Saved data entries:
────

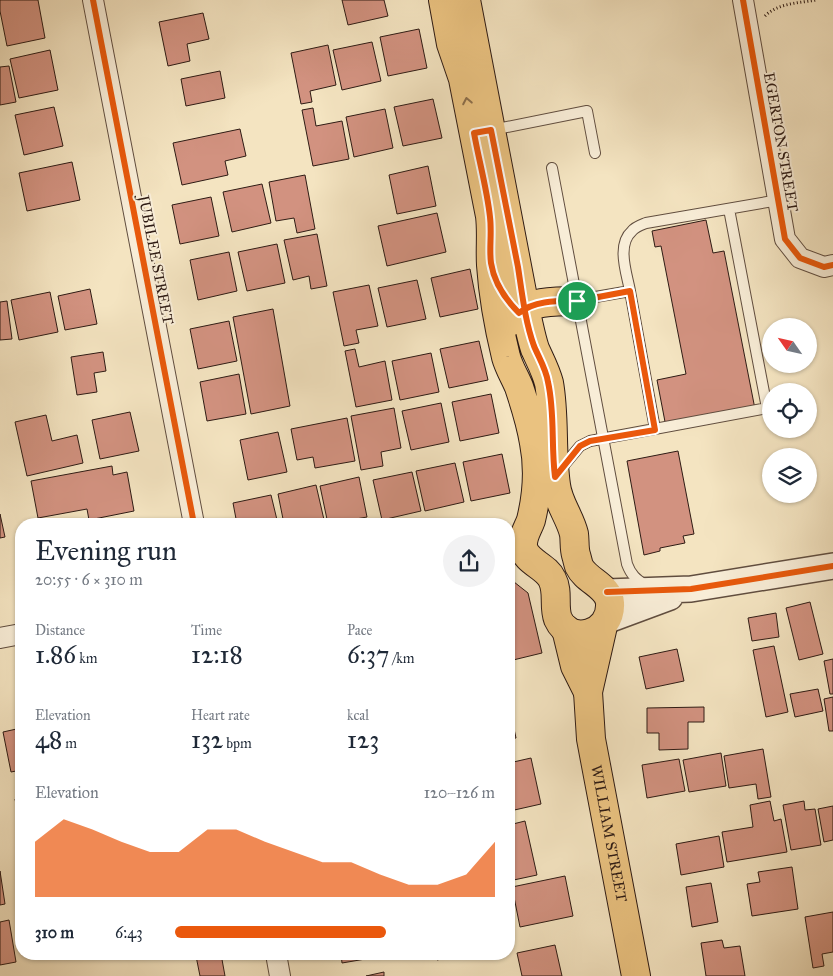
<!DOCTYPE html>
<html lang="en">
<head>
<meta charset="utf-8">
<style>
  :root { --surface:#fff; --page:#f2f2f3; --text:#1f2937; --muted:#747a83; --accent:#ea580c }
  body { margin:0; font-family:"IM FELL Great Primer",serif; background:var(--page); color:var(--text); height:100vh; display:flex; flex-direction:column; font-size:19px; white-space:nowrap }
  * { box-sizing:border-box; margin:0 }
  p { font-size:16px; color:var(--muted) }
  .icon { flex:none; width:28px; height:28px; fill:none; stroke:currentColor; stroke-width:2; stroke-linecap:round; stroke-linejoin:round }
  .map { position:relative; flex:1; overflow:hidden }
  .panel { position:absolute; left:15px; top:518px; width:500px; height:442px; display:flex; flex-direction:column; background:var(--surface); border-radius:20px; box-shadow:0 1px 4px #0004 }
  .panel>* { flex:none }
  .needle { width:32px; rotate:304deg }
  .buttons { position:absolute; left:762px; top:318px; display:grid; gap:10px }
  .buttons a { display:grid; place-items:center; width:55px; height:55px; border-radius:50%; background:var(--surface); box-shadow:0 1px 4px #0004; font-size:25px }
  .pin { position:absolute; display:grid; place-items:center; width:42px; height:42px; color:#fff; margin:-21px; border:2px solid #fff; border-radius:50%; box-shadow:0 1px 5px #0007 }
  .round { display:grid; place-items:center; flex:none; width:52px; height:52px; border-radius:26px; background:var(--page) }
  .overview { display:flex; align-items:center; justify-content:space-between; height:85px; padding:0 20px }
  h1 { font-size:28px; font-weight:600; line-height:38px }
  .stats { display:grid; grid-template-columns:repeat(3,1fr); gap:8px; height:85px; padding:5px 20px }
  .stats div { display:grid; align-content:center }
  .stats b { font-size:25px; font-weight:600 }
  .stats small { font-size:14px; font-weight:400 }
  .stats p { font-size:14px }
  .chart { height:140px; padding:10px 20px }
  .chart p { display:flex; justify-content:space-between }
  .chart svg { width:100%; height:90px; margin-top:5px; fill:var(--accent); opacity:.7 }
  ul { padding:0 20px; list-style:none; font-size:16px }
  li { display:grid; grid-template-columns:80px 60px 1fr; align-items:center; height:38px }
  li i { height:12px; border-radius:6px; background:var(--accent) }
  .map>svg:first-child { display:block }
  .building { fill:#d29280; stroke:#2e1b14 }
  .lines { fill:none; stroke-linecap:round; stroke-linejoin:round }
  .service-casing { stroke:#604d3f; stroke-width:12 }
  .minor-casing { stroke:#604d3f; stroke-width:22 }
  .tertiary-casing { stroke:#604d3f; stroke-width:28 }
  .primary-casing { stroke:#2e1b14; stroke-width:30 }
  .path { stroke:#2e1b14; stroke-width:3; stroke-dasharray:1 2.5; stroke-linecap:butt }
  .service { stroke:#f8edd7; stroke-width:10 }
  .minor { stroke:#f8edd7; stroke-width:20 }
  .tertiary { stroke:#f8edd7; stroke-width:25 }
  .primary { stroke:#eac280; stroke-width:28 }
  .cycleway-casing { stroke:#f8edd7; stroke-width:9 }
  .cycleway { stroke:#e8590c; stroke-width:6 }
  .oneway { stroke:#8c6e4a }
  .route-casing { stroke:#fff; stroke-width:10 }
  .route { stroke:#ea580c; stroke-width:6 }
  .labels { text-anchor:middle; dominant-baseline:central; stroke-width:4; stroke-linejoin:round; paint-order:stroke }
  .street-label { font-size:15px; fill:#2e1b14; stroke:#f8edd7 }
</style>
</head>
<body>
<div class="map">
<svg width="833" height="976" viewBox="0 0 833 976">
  <rect width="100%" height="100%" fill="#f4e4c1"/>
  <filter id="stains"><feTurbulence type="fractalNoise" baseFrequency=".004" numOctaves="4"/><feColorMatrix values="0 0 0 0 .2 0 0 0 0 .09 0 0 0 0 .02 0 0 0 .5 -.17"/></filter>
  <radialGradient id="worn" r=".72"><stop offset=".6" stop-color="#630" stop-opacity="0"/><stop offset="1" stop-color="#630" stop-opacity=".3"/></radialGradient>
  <path class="building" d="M 0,0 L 38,0 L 45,38 L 7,46 L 0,11 Z
    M 342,0 L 384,0 L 388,16 L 348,25 Z
    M 203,13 L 209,39 L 187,44 L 190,61 L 168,66 L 159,22 Z
    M 419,29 L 427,68 L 388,76 L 380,37 Z
    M 372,42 L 381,81 L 342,90 L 333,50 Z
    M 328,45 L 336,85 L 310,91 L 312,102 L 301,104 L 291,53 Z
    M 50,50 L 58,90 L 19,98 L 10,59 Z
    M 9,66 L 16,102 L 0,105 L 0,67 Z
    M 220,71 L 225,98 L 186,106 L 181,79 Z
    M 433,99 L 442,138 L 403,146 L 394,107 Z
    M 54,107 L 63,146 L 24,155 L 15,115 Z
    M 313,108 L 316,126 L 342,121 L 349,159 L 313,166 L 302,110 Z
    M 385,109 L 393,148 L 354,157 L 346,117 Z
    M 240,129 L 246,156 L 225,161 L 228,175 L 182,185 L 173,143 Z
    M 72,162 L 80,200 L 27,211 L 19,173 Z
    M 428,166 L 436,206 L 397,214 L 389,175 Z
    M 305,175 L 315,229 L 297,233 L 294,218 L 276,221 L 269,182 Z
    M 262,184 L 271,223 L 232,232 L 223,192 Z
    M 211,197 L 219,236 L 180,244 L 172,205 Z
    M 437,213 L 446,252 L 387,266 L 378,226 Z
    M 706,220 L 713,253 L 724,251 L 755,409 L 666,427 L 657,380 L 686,374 L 661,246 L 655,247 L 652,231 Z
    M 317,234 L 327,286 L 311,289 L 309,276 L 293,280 L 284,240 Z
    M 277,244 L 285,283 L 247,291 L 238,252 Z
    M 229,252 L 237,291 L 198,300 L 190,260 Z
    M 470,269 L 478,309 L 440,317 L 431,278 Z
    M 417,280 L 426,319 L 387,327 L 378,288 Z
    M 369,285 L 378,326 L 356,330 L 359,343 L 344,346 L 333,292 Z
    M 90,289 L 97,324 L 65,330 L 58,296 Z
    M 50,292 L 58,332 L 19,340 L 11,300 Z
    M 7,301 L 12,339 L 0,340 L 0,302 Z
    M 273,309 L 290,406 L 251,414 L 233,317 Z
    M 229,321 L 237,361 L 198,369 L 190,329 Z
    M 479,341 L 488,380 L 449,388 L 440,349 Z
    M 355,349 L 359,367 L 385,361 L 392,400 L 356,407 L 345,351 Z
    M 103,352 L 106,371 L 94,373 L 97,392 L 77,395 L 71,357 Z
    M 431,353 L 439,392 L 400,400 L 392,361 Z
    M 239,374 L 246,414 L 207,421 L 200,382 Z
    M 491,394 L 499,433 L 460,441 L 452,402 Z
    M 441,403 L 449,442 L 411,450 L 402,411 Z
    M 394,408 L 401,448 L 381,452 L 383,466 L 361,470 L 351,416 Z
    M 130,412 L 139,451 L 100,459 L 92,420 Z
    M 46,415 L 52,441 L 77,435 L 83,463 L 27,476 L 15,422 Z
    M 347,418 L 355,461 L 315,468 L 313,457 L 297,460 L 291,429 Z
    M 278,432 L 287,472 L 248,480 L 240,440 Z
    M 678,451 L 694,534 L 683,536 L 685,543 L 660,548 L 660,551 L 644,555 L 627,461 Z
    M 502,454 L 510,493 L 471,501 L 463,462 Z
    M 455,463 L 464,502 L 425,511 L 416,471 Z
    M 112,466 L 113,475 L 127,472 L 134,511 L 89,520 L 87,509 L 38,518 L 31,481 Z
    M 412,472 L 421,511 L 382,520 L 373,480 Z
    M 359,477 L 367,517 L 328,524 L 320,486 Z
    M 316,485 L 325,524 L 284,524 L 278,494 Z
    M 271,495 L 278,524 L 237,524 L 233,503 Z
    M 0,514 L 5,537 L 0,538 Z
    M 509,578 L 528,593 L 542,653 L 509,661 Z
    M 810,602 L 823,654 L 799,660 L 786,608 Z
    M 776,613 L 779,637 L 752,641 L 748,618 Z
    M 774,646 L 788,712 L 766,717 L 753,650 Z
    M 677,649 L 684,681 L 646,689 L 639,657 Z
    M 833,659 L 833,694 L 830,694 L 824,661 Z
    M 818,689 L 823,711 L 795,717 L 790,694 Z
    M 833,697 L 833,731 L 829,731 L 824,699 Z
    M 509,706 L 516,738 L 509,739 Z
    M 704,707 L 704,722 L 688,722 L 688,749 L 659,750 L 659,733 L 647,733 L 647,708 Z
    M 21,728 L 21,770 L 11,772 L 3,732 Z
    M 763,749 L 771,797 L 758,799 L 756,784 L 729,788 L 724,756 Z
    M 721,753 L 726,786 L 689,792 L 683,760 Z
    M 531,758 L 541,804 L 510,811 L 509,763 Z
    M 679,759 L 685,791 L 647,798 L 642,765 Z
    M 21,798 L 21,831 L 15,799 Z
    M 770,801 L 774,821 L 781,819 L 787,852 L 727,862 L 722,832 L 753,827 L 750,805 Z
    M 804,801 L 805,810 L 815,809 L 821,845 L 791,850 L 783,805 Z
    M 833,806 L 833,840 L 824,842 L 818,809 Z
    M 525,821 L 537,875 L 509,881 L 509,825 Z
    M 719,836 L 724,867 L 681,875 L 676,844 Z
    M 792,867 L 798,909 L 752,916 L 747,884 L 760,882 L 758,872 Z
    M 0,871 L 5,904 L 0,905 Z
    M 565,876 L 573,916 L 520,927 L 512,887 Z
    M 711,883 L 718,922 L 692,927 L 686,887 Z
    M 833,912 L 833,952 L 822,954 L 824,966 L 813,968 L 805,917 Z
    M 9,920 L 16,962 L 0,965 L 0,922 Z
    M 722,940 L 724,948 L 740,946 L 745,976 L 706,976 L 701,943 Z
    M 555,945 L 562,976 L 522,976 L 517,953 Z
    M 208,954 L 221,954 L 225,976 L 200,976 L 196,956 Z
    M 341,954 L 383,954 L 383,956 L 342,963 Z
    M 435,954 L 453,954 L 454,956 L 437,960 Z
    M 384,972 L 384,976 L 366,976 Z"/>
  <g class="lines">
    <defs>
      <path id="service" d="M 492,130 L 587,111 L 595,153
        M 552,168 L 627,564 C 631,575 636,579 645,585
        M 630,291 L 655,429
        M 578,300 L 630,291 C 627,274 616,245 632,231 C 635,227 641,225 646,223 L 779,200
        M 560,470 L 580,446 L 590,441 L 767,408 L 729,209"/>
      <path id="minor" d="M 93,0 L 194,524
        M 743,0 L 785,239 L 800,258 L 824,267 L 833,265
        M 0,638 L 21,634
        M 276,954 L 280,976"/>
      <path id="tertiary" d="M 607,592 L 691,589 L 833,566
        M 608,620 L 670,597"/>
      <g id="primary">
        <path d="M 443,0 L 451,44 L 463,79 L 490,216 C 492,232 490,248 491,265 C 493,295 499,328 506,357 C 509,368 515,377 519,387 C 525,405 531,424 534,443 C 539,468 537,495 531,520 C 528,529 522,536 523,547 C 526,562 546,566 552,579 C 559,592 553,606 558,619 C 570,646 612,635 610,603 C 609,586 586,581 579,566 C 578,563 577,558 576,555 C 574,548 575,541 574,534 C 570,517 558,503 556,485 C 551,451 555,416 549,383 C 546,371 540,360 535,349 C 531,337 529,325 526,313 L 466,0"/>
        <path d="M 512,321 C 525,299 555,302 577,301"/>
        <path id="s1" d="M 603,626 L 588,692 L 591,739 L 636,976"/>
        <path d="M 566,629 L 575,666 L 588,692"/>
      </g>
    </defs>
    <use href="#service" class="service-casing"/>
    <use href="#minor" class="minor-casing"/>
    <use href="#tertiary" class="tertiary-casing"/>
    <use href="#primary" class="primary-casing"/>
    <path class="path" d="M 765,16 C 778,3 799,3 816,0"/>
    <use href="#service" class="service"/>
    <use href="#minor" class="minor"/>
    <use href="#tertiary" class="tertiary"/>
    <use href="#primary" class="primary"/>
    <defs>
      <path id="cycleway" d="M 93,0 L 194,524
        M 743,0 L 785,239 L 800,258 L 824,267 L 833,265
        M 607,592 L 691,589 L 833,566"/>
    </defs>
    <use href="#cycleway" class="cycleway-casing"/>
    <use href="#cycleway" class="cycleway"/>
  </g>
  <defs><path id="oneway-chevron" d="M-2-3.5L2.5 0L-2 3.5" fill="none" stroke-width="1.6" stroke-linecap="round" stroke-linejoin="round" transform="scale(1.25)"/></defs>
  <use class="oneway" href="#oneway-chevron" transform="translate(467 101) rotate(-101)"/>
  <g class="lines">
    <defs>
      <path id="route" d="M 577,301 C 557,301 535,300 519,313 C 506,300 494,282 491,263 C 489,249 492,233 490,217 C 487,189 479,161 474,133 L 491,130 L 518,267 C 522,293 525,321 534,346 C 539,358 546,369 548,382 C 555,413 551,445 555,477 L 580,446 L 590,441 L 655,430 L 630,291 L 577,301"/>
    </defs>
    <use href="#route" class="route-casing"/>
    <use href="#route" class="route"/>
  </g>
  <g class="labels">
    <g class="street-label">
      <text transform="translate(781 142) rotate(80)">EGERTON STREET</text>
      <text transform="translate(156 260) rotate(79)">JUBILEE STREET</text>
      <text stroke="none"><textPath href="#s1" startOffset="211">WILLIAM STREET</textPath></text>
    </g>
  </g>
  <rect width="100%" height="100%" filter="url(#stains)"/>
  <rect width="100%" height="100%" fill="url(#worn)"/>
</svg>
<div class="buttons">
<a><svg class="needle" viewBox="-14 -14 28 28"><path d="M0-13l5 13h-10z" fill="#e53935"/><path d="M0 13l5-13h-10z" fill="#747a83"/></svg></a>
<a><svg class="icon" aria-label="locate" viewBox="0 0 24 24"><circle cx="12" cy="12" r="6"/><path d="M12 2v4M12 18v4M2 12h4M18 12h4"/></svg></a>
<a><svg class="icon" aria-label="layers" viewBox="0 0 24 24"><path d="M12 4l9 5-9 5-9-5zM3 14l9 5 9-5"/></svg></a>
</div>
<div class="pin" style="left:577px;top:301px;background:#1e9e55"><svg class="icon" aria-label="arrive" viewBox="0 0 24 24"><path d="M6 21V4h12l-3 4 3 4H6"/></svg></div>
<section class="panel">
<div class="overview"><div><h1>Evening run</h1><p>20:55 · 6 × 310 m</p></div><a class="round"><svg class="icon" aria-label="share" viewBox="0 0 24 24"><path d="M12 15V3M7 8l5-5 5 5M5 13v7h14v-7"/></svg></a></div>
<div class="stats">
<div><p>Distance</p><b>1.86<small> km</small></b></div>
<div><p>Time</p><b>12:18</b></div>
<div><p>Pace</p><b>6:37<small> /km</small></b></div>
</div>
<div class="stats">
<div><p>Elevation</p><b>48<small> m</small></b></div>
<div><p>Heart rate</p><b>132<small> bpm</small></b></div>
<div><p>kcal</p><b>123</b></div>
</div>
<div class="chart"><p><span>Elevation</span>120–126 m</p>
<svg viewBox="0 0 160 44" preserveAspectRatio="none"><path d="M0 44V17L10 6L20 11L30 17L40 22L50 22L60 11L70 11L80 17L90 22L100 27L110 27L120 33L130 38L140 38L150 33L160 17V44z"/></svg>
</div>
<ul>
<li><b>310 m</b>6:43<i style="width:66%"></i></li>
</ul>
</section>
</div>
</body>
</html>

────

» **INSTRUCTIONS FOR THE TASK**
If a line above contains the word "worn", list it.

» **RESULT**
  <radialGradient id="worn" r=".72"><stop offset=".6" stop-color="#630" stop-opacity="0"/><stop offset="1" stop-color="#630" stop-opacity=".3"/></radialGradient>
  <rect width="100%" height="100%" fill="url(#worn)"/>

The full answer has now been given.